MG, meibomian gland; MGP, meibomian gland probing; o-MGD, obstructive meibomian gland dysfunction; OARREBS, orifice-associated rete ridge epithelial/basement membrane structures; RR, rete ridge; DWECL, duct wall epithelial cell layers; DWT, duct wall thickness; IVCM, in vivo confocal microscopy; PDF, periductal fibrosis.

Data Sharing Statement

All data relevant to the study are included in the article.
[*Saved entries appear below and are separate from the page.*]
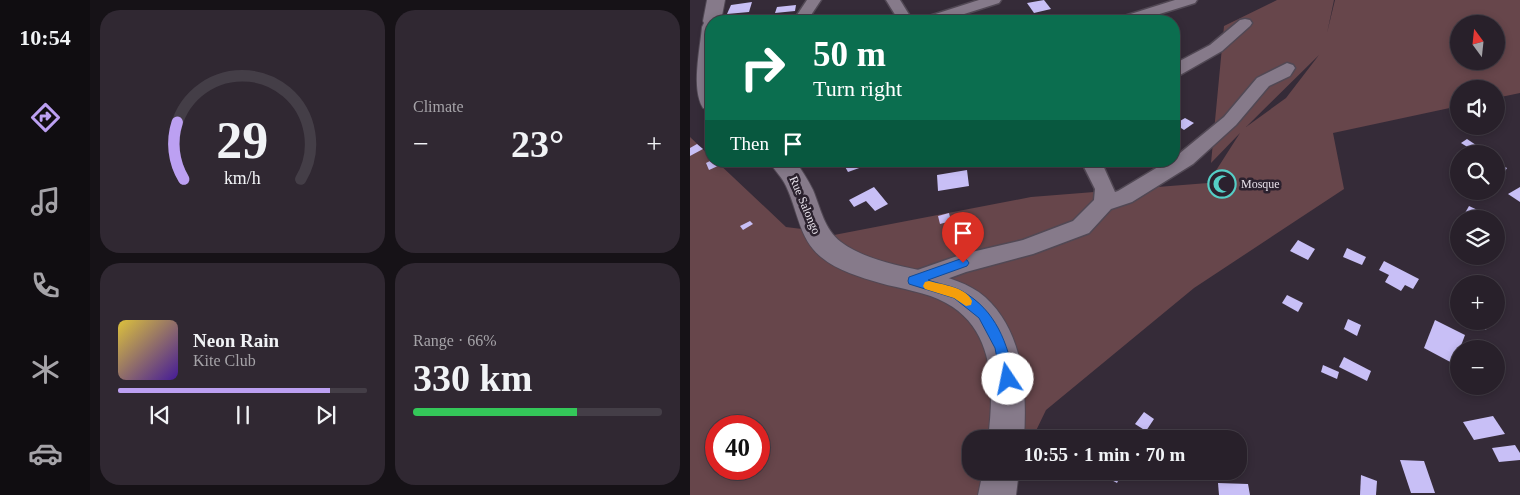 <!DOCTYPE html>
<meta charset="utf-8">
<style>
body{margin:0;font-family:Georgia,serif;background:#302832;color:#f1f3f6;height:100vh;display:flex;flex-direction:column;font-size:19px;white-space:nowrap}
*{box-sizing:border-box;margin:0}
p{font-size:16px;color:#a5a3a8}
.icon{flex:none;width:28px;height:28px;fill:none;stroke:currentColor;stroke-width:2;stroke-linecap:round;stroke-linejoin:round}
.map{position:relative;flex:1;overflow:hidden}
.sheet{display:flex;flex-direction:column;gap:10px;padding:10px;background:#161217;width:600px}
.sheet>*{flex:none}
.banner{position:absolute;left:15px;top:15px;width:475px;height:152px;border-radius:20px;box-shadow:0 2px 8px #0003,0 0 0 1px #443e47;background:#0b6e4f;color:#fff;overflow:hidden}
.needle{width:32px;rotate:345deg}
.tools{position:absolute;left:760px;top:15px;display:grid;gap:10px}
.tools a{display:grid;place-items:center;width:55px;height:55px;border-radius:50%;background:#28202a;box-shadow:0 2px 8px #0003,0 0 0 1px #443e47;font-size:25px}
.speed{position:absolute;left:15px;top:415px;display:flex;gap:10px;font-size:25px;font-weight:700;text-align:center}
.speed>*{display:grid;place-content:center;width:65px;height:65px;border-radius:50%;background:#28202a;box-shadow:0 2px 8px #0003,0 0 0 1px #443e47;line-height:1}
.speed .limit{border:8px solid #d22;background:#fff;color:#111}
.pin{position:absolute;display:grid;place-items:center;width:42px;height:42px;color:#fff;margin:-51px -21px;border-radius:50% 50% 50% 0;rotate:-45deg;box-shadow:0 0 5px #0007}
.pin .icon{rotate:45deg}
.me{position:absolute;width:55px;margin:-28px;rotate:349deg;stroke-linejoin:round;filter:drop-shadow(0 0 4px #0008)}
.turn{display:flex;align-items:center;gap:18px;height:105px;padding:0 25px;font-size:22px}
.turn .icon{width:65px;height:65px;stroke-width:2.5}
.turn b{display:block;font-size:35px;line-height:42px}
.then{display:flex;align-items:center;height:48px;padding:0 25px;background:#0003;gap:10px;font-size:19px}
.big{font-size:38px;font-weight:700;line-height:1.1}
.sheet .tile{flex:1;display:flex;flex-direction:column;justify-content:center;gap:8px;min-width:0;padding:0 18px;border-radius:20px;background:#302832}
.sheet .dial{align-items:center;gap:0}
.dial svg{height:130px;overflow:visible;fill:none;stroke:#443e47;stroke-width:7;stroke-linecap:round;text-anchor:middle}
.dial text{fill:#f1f3f6;stroke:none}
.song{display:flex;align-items:center;gap:15px}
.cover{width:60px;height:60px;border-radius:8px;background:linear-gradient(135deg,hsl(50 70% 55%),hsl(260 70% 35%))}
.played{height:5px;border-radius:2px;background:linear-gradient(90deg,#bca0f2 85%,#443e47 85%)}
.keys{display:flex;justify-content:space-around;direction:ltr}
.heat{display:flex;justify-content:space-between;align-items:center;font-size:28px;direction:ltr}
.charge{height:8px;border-radius:4px;background:linear-gradient(90deg,#34c759 66%,#443e47 0)}
.sheet .tiles{flex:1;display:grid;gap:10px;grid-template-columns:repeat(2,1fr)}
.trip{position:absolute;left:272px;top:430px;width:285px;height:50px;border-radius:20px;background:#28202a;box-shadow:0 2px 8px #0003,0 0 0 1px #443e47;font-weight:700;line-height:50px;text-align:center}
main{display:flex;flex:1;min-height:0}
.menu{display:flex;flex-direction:column;width:90px;justify-content:space-around;align-items:center;background:#100d11;color:#a5a3a8}
.menu .icon{width:35px;height:35px}
.menu .selected{color:#bca0f2}
.menu b{font-size:22px;color:#f1f3f6}
.map>svg:first-child{display:block}
.green{fill:#67464b;fill-rule:evenodd}
.building{fill:#c8bff6}
.lines{fill:none;stroke-linecap:round;stroke-linejoin:round}
.minor-casing{stroke:#514854;stroke-width:3}
.tertiary-casing{stroke:#514854;stroke-width:2}
.minor{fill:#867a8a;fill-rule:evenodd}
.tertiary{fill:#867a8a;fill-rule:evenodd}
.route{fill:#1a73e8;stroke:#114b97}
.slow{fill:#f59e0b}
.labels{text-anchor:middle;stroke-width:5;stroke-linejoin:round;paint-order:stroke}
.poi-label{font-size:12px;fill:#e6e0e9;stroke:#2b212e;text-anchor:start}
.street-label{font-size:12px;fill:#e6e0e9;stroke:#2b212e}
</style>
<main>
<nav class="menu">
<b>10:54</b>
<svg class="icon selected" aria-label="directions" viewBox="0 0 24 24"><path d="M12 3l9 9-9 9-9-9zM9 14v-3h6M13 9l2 2-2 2"/></svg>
<svg class="icon" aria-label="music" viewBox="0 0 24 24"><path d="M9 18V5l10-2v13"/><circle cx="6" cy="18" r="3"/><circle cx="16" cy="16" r="3"/></svg>
<svg class="icon" aria-label="phone" viewBox="0 0 24 24"><path d="M5 4h4l2 5-3 2q2 4 5 5l2-3 5 2v4C11 20 4 13 5 4z"/></svg>
<svg class="icon" aria-label="climate" viewBox="0 0 24 24"><path d="M12 3v18M4 7l16 10M4 17L20 7"/></svg>
<svg class="icon" aria-label="car" viewBox="0 0 24 24"><path d="M5 17H2v-5l4-1 3-4h7l3 4 3 1v5h-3M9 17h6M6 11h13"/><circle cx="7" cy="17" r="2"/><circle cx="17" cy="17" r="2"/></svg>
</nav>
<section class="sheet">
<div class="tiles">
<div class="tile dial"><svg viewBox="0 0 100 80">
<path d="M14 69A42 42 0 1 1 86 69"/>
<path d="M14 69A42 42 0 0 1 10 34" stroke="#bca0f2"/>
<text x="50" y="56" font-size="32" font-weight="700">29</text>
<text x="50" y="72" font-size="11">km/h</text>
</svg></div>
<div class="tile"><p>Climate</p>
<div class="heat"><a>−</a><b class="big">23°</b><a>+</a></div>
</div>
<div class="tile">
<div class="song"><i class="cover"></i><div><b>Neon Rain</b><p>Kite Club</p></div></div>
<div class="played"></div>
<div class="keys"><svg class="icon" aria-label="previous" viewBox="0 0 24 24"><path d="M18 5L8 12l10 7zM5 5v14"/></svg><svg class="icon" aria-label="pause" viewBox="0 0 24 24"><path d="M8 5v14M16 5v14"/></svg><svg class="icon" aria-label="next" viewBox="0 0 24 24"><path d="M6 5l10 7-10 7zM19 5v14"/></svg></div>
</div>
<div class="tile"><p>Range · 66%</p><b class="big">330 km</b><div class="charge"></div></div>
</div>
</section>
<div class="map">
<svg width="830" height="495" viewBox="0 0 830 495">
<rect width="100%" height="100%" fill="#352b38"/>
<path class="green" d="M587,0H644L637,33L645,0H830V93L806,98V89H769V106L643,133L654,189L504,288L356,410L342,439H281V471H328L317,495H0V137L21,157V161H26L96,227L136,232L144,235L341,197L518,183L550,133L521,163L534,26ZM769,24H806V61H769ZM629,55L596,98L556,127ZM26,426H69V469H26Z"/>
<g class="building">
<polygon points="354,0 361,9 344,13 337,3"/>
<polygon points="62,2 59,12 37,14 41,5"/>
<polygon points="106,5 105,11 85,13 87,7"/>
<polygon points="495,118 504,123 494,130 485,124"/>
<polygon points="777,139 786,145 779,148 771,143"/>
<polygon points="7,144 13,149 0,156 0,148"/>
<polygon points="20,161 39,161 19,170 16,163"/>
<polygon points="157,161 168,161 172,167 158,172 153,163"/>
<polygon points="296,161 320,161 320,162 297,167"/>
<polygon points="807,163 817,168 814,173 806,169"/>
<polygon points="277,170 279,186 248,191 247,175"/>
<polygon points="184,187 198,204 185,211 176,201 164,207 159,200"/>
<polygon points="830,187 830,202 818,194"/>
<polygon points="779,206 794,213 790,219 786,219 775,213"/>
<polygon points="259,213 261,221 250,224 248,216"/>
<polygon points="60,221 63,224 53,230 50,226"/>
<polygon points="608,240 625,249 618,260 600,251"/>
<polygon points="657,248 676,257 672,265 653,257"/>
<polygon points="694,261 729,279 723,289 715,285 711,291 695,282 699,275 689,270"/>
<polygon points="597,295 613,303 608,312 592,303"/>
<polygon points="658,319 671,325 667,336 654,329"/>
<polygon points="745,320 775,335 764,364 734,348"/>
<polygon points="780,321 799,321 796,330"/>
<polygon points="654,357 681,371 677,381 649,367"/>
<polygon points="633,365 649,372 647,379 631,372"/>
<polygon points="454,412 464,419 456,431 445,424"/>
<polygon points="803,416 815,434 784,440 773,422"/>
<polygon points="825,445 830,453 830,460 809,462 802,448"/>
<polygon points="710,460 734,461 745,493 721,493"/>
<polygon points="405,471 433,471 427,483"/>
<polygon points="671,475 687,481 686,495 670,495"/>
<polygon points="528,483 558,484 560,495 529,495"/>
</g>
<g class="lines">
<g class="minor-casing">
<g id="minor">
<polygon points="117,0 131,0 117,21 103,21"/>
<polygon points="196,0 210,0 223,21 209,21"/>
<polygon points="289,0 311,0 309,3 252,21 231,21 233,18"/>
<polygon points="485,0 507,0 505,3 447,21 426,21 428,18"/>
<polygon points="555,19 560,20 562,23 560,26 532,51 490,75 484,76 484,64 520,45 550,20"/>
<polygon points="597,63 603,65 605,68 600,76 579,86 546,125 503,164 442,202 421,209 399,233 343,254 276,272 224,291 216,288 212,281 216,274 273,254 333,240 383,221 404,200 405,189 391,161 411,161 425,192 428,191 478,161 484,161 484,158 534,117 567,78"/>
</g>
</g>
<g class="tertiary-casing">
<g id="tertiary">
<path d="M17,0H35L31,21H21V110L13,108C1,89 10,49 12,27L14,23L13,21Z"/>
<path d="M79,161H105C112,170 118,180 123,190C131,209 134,229 151,242C175,260 208,265 237,272C257,277 279,283 295,297C334,332 337,390 334,439H298C304,390 306,330 256,303C237,292 211,289 190,283C170,277 148,271 131,257C109,239 108,211 96,186C92,177 84,170 79,161Z"/>
<polygon points="293,471 329,471 326,495 288,495"/>
</g>
</g>
<use href="#minor" class="minor"/>
<use href="#tertiary" class="tertiary"/>
</g>
<path class="route" d="M273,258L277,260L279,263L277,266L238,280C249,284 263,286 272,291C307,311 317,343 325,379L323,384L318,386L313,384L311,379L305,348L289,318L264,298L219,284L218,281L219,277Z"/>
<path class="slow" d="M239,281C253,285 276,287 282,301L281,305L276,306L264,298L235,289L233,286L235,282Z"/>
<defs>
<g id="mosque-ring" transform="scale(1.4375)"><circle r="9.5" fill="#2b212e" stroke="#55cec6" stroke-width="1.5"/><path d="M3.5-4.9A6 6 0 1 0 3.5 4.9A5 5 0 1 1 3.5-4.9Z" fill="#55cec6"/></g>
</defs>
<g fill-rule="evenodd">
<use href="#mosque-ring" x="532" y="184"/>
</g>
<g class="labels">
<g class="poi-label">
<text x="551" y="188">Mosque</text>
</g>
<g class="street-label">
<text transform="translate(115 205) rotate(67)" y="4">Rue Salongo</text>
</g>
</g>
</svg>
<div class="tools">
<a><svg class="needle" viewBox="-14 -14 28 28"><path d="M0-13l5 13h-10z" fill="#e53935"/><path d="M0 13l5-13h-10z" fill="#a5a3a8"/></svg></a>
<a><svg class="icon" aria-label="sound" viewBox="0 0 24 24"><path d="M4 9h4l5-4v14l-5-4H4zM17 9q2 3 0 6"/></svg></a>
<a><svg class="icon" aria-label="search" viewBox="0 0 24 24"><circle cx="10" cy="10" r="6"/><path d="M15 15l6 6"/></svg></a>
<a><svg class="icon" aria-label="layers" viewBox="0 0 24 24"><path d="M12 4l9 5-9 5-9-5zM3 14l9 5 9-5"/></svg></a>
<a>+</a>
<a>−</a>
</div>
<div class="speed"><div class="limit">40</div></div>
<div class="pin" style="left:273px;top:263px;background:#d93025"><svg class="icon" aria-label="arrive" viewBox="0 0 24 24"><path d="M6 21V4h12l-3 4 3 4H6"/></svg></div>
<svg class="me" style="left:318px;top:379px" viewBox="-20 -20 40 40"><circle r="19" fill="#fff"/><path d="M0-13L10 11 0 6-10 11z" fill="#1a73e8"/></svg>
<div class="trip">10:55 · 1 min · 70 m</div>
<div class="banner">
<div class="turn"><svg class="icon" aria-label="right" viewBox="0 0 24 24"><path d="M7 20v-9h11M14 6l5 5-5 5"/></svg><div><b>50 m</b>Turn right</div></div>
<div class="then">Then<svg class="icon" aria-label="arrive" viewBox="0 0 24 24"><path d="M6 21V4h12l-3 4 3 4H6"/></svg></div>
</div>
</div>
</main>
Ethics Approval and Informed Consent

This research, involving the collection and study of existing data and documents, was recorded by the investigator in such a manner that subjects could not be identified directly or through identifiers linked to them. This study received an institutional review board exempt review determination by WCG IRB, an independent institutional review board.

Author Contributions

SLM and CT planned and conducted the study, analyzed the data, as well as drafted and revised manuscript. CT performed statistical analysis. SLM is guarantor. All authors made a significant contribution to the work reported, whether that is in the conception, study design, execution, acquisition of data, analysis and interpretation, or in all these areas; took part in drafting, revising or critically reviewing the article; gave final approval of the version to be published; have agreed on the journal to which the article has been submitted; and agree to be accountable for all aspects of the work.

Funding

This study did not receive any specific grants from any funding agency in the public, commercial or not-for-profit sectors.

Disclosure

SLM is the owner (>5% stock holder) of MGD Innovations, Inc., which holds patents on instrumentation and methods for intraductal diagnosis and treatment of meibomian gland disease (MGD), and related patents on the use of jojoba-based treatment options for MGD. The authors report no other conflicts of interest in this work.